TASK DIRECTIONS >> Copy each line of the entries beneath that contains the word "function".

GIVEN INFORMATION >>
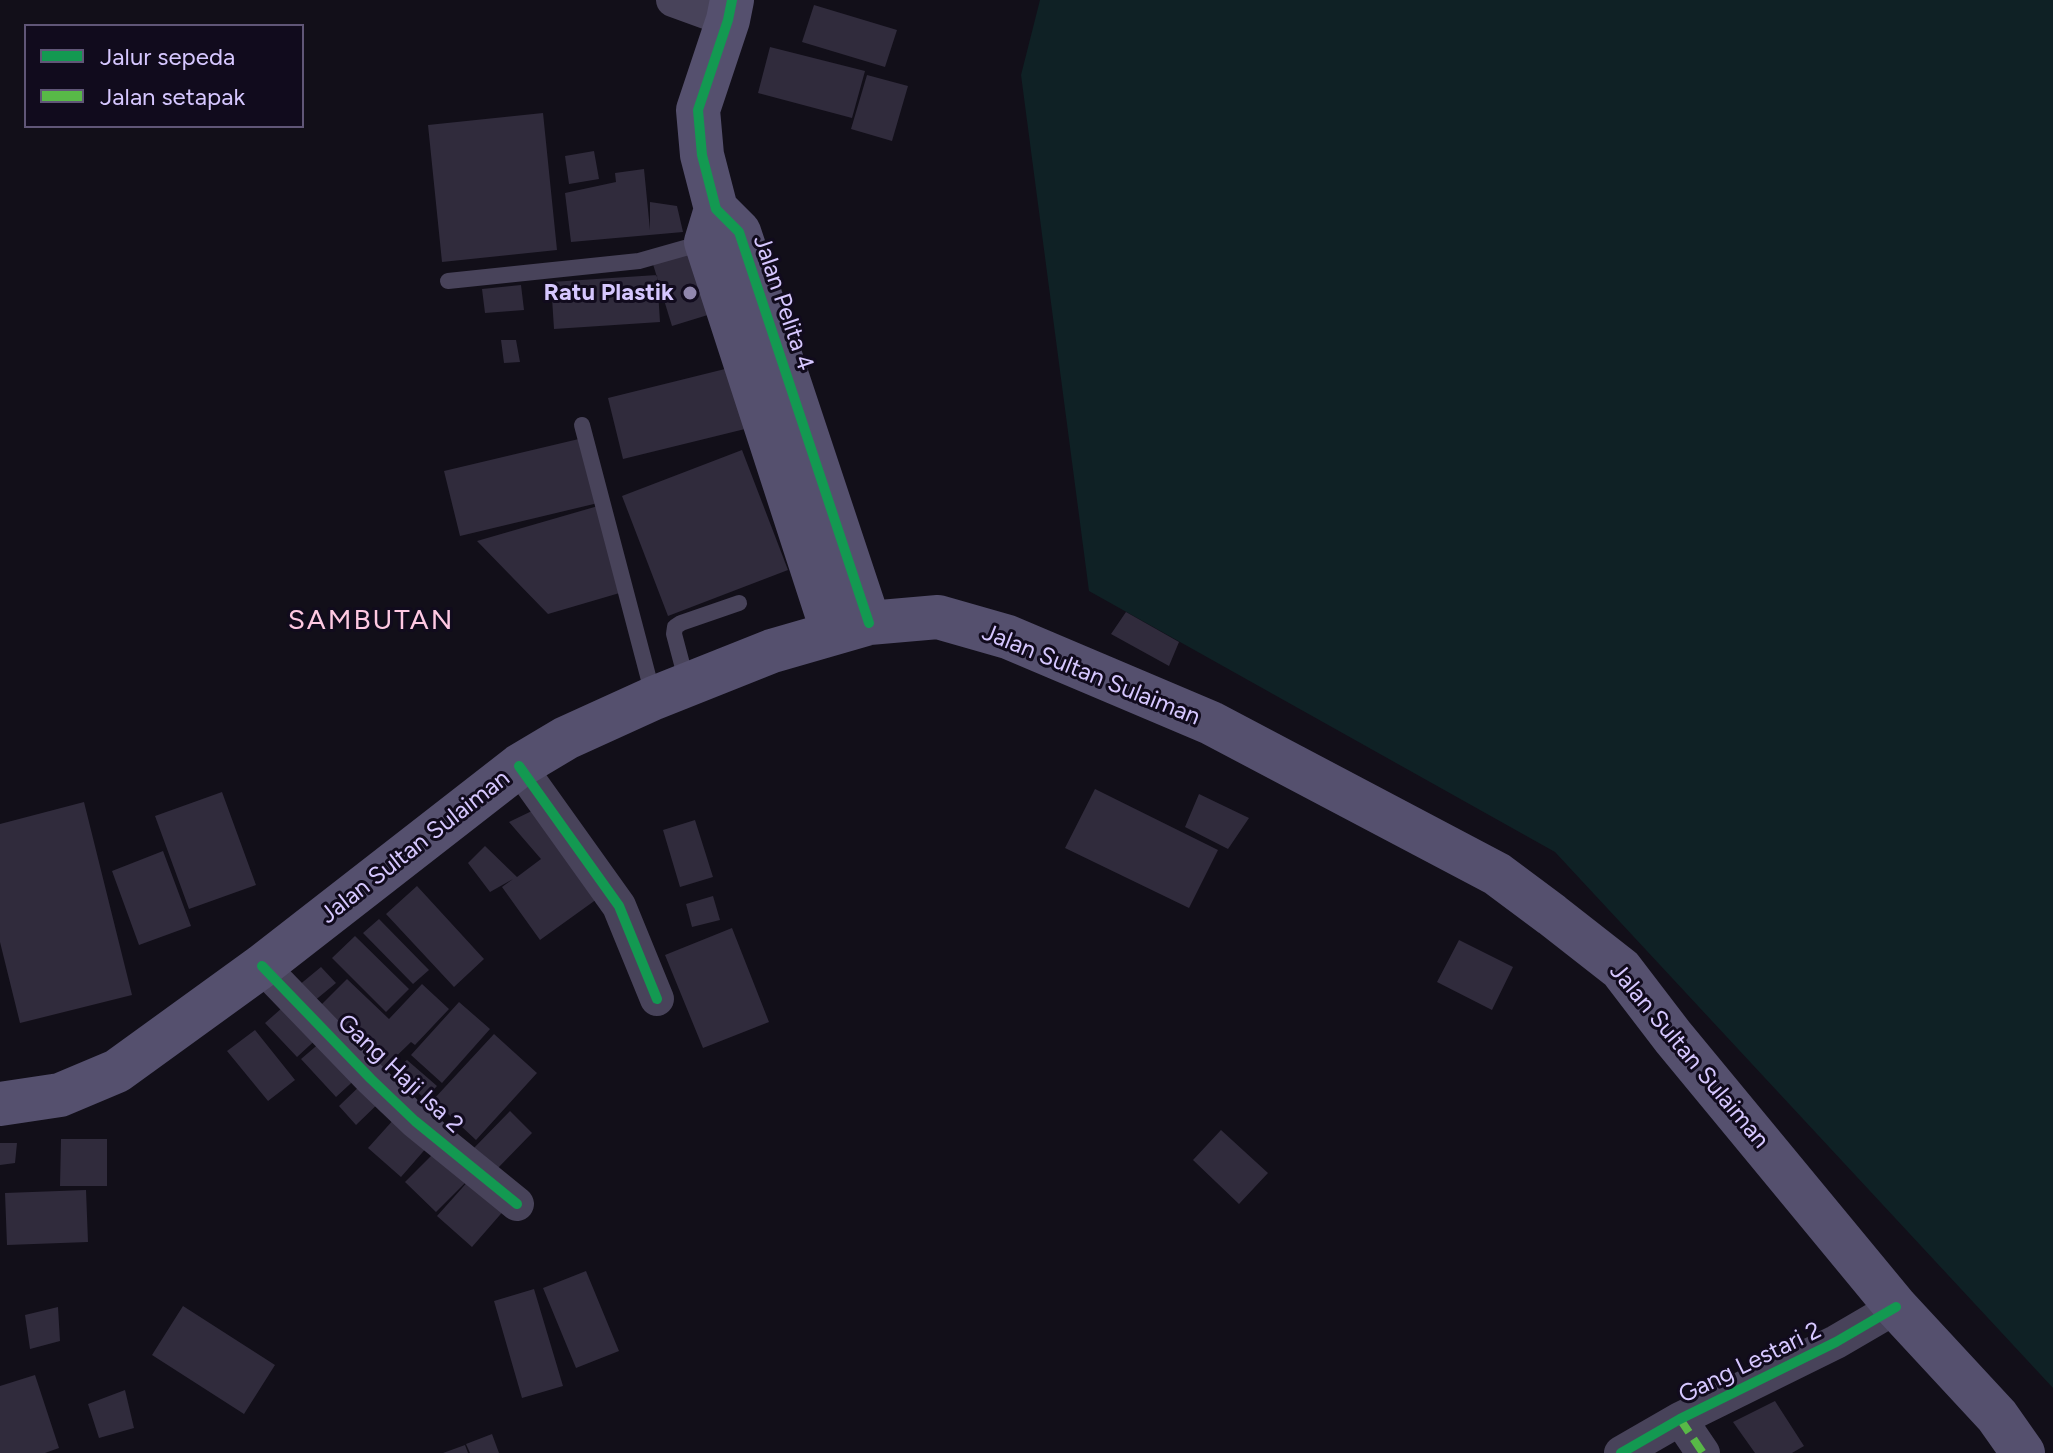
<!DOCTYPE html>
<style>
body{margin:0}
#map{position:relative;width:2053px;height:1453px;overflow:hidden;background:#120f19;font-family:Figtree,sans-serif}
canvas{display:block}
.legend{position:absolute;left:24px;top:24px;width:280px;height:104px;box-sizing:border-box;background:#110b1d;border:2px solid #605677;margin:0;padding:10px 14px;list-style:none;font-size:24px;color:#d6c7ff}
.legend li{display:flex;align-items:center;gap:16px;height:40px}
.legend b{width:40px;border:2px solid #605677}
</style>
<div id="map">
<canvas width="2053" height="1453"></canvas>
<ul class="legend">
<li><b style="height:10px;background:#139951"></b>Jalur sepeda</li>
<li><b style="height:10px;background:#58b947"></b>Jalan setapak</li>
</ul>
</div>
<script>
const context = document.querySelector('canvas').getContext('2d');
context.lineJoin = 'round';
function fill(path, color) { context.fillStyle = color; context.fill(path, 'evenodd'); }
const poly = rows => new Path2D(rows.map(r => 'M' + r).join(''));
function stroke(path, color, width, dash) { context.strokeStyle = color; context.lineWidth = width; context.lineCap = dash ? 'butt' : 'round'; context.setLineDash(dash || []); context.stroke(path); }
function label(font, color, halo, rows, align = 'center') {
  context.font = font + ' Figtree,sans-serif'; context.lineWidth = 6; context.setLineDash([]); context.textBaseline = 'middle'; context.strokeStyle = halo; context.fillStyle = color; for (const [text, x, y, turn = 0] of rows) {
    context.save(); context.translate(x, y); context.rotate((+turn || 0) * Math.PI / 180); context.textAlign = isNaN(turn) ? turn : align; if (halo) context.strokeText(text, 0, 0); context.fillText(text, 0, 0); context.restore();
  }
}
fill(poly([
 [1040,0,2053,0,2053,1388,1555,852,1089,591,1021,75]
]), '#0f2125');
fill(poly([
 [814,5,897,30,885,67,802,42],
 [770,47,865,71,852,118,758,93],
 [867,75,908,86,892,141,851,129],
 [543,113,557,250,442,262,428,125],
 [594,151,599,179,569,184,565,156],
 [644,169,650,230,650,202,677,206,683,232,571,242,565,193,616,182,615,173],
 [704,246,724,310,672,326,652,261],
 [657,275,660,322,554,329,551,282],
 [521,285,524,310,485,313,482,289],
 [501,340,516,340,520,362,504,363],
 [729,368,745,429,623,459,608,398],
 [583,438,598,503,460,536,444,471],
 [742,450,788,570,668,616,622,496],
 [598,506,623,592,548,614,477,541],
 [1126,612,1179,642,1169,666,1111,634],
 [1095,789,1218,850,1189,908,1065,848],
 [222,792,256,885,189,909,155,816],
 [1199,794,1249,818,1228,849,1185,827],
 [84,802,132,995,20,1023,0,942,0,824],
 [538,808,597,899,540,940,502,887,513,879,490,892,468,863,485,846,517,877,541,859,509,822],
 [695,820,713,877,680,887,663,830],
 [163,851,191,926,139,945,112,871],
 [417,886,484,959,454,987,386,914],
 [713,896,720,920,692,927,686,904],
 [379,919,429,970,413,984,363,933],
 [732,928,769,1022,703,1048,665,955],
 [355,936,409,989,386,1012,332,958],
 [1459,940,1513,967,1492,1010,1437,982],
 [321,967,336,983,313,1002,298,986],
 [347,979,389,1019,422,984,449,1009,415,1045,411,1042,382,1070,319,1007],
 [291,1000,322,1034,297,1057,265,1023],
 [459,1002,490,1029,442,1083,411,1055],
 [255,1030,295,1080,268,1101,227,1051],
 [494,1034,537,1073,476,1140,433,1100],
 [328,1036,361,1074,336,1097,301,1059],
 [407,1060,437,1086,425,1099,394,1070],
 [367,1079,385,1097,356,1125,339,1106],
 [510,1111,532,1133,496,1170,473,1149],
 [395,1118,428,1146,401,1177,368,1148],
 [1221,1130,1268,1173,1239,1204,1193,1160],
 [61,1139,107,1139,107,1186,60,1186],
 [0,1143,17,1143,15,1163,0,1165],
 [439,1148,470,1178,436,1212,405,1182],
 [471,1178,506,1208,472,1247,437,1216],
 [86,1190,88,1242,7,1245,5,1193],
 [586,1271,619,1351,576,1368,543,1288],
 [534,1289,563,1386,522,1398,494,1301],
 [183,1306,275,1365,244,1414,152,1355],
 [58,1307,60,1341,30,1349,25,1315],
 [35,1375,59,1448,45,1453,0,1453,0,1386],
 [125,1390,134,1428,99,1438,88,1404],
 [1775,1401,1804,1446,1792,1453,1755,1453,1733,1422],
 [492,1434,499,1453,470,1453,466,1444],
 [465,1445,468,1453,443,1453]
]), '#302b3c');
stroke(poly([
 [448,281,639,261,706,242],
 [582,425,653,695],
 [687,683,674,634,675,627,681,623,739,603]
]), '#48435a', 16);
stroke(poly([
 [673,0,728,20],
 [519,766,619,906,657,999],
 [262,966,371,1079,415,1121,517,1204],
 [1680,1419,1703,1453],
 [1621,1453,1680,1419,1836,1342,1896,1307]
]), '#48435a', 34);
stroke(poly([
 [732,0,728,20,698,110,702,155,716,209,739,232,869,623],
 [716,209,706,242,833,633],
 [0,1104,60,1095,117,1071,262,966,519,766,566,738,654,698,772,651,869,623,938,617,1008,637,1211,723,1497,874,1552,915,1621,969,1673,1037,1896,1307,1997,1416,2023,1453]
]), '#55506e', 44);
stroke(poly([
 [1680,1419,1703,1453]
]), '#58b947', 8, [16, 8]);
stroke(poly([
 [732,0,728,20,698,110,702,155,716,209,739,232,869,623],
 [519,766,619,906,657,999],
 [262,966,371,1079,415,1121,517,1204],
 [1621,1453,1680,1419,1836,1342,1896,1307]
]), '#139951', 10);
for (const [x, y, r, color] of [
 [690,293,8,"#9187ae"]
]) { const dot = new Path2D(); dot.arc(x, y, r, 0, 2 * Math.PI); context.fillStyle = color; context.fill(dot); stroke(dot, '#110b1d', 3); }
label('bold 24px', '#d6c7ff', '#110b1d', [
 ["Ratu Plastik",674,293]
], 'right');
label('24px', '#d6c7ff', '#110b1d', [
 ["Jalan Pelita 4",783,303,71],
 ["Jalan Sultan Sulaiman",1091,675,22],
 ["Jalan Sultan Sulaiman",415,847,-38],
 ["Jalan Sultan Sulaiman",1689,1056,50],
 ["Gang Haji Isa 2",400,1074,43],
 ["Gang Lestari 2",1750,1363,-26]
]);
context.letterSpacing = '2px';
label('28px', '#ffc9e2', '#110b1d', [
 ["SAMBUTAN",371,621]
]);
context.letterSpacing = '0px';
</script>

ANSWER >>
function fill(path, color) { context.fillStyle = color; context.fill(path, 'evenodd'); }
function stroke(path, color, width, dash) { context.strokeStyle = color; context.lineWidth = width; context.lineCap = dash ? 'butt' : 'round'; context.setLineDash(dash || []); context.stroke(path); }
function label(font, color, halo, rows, align = 'center') {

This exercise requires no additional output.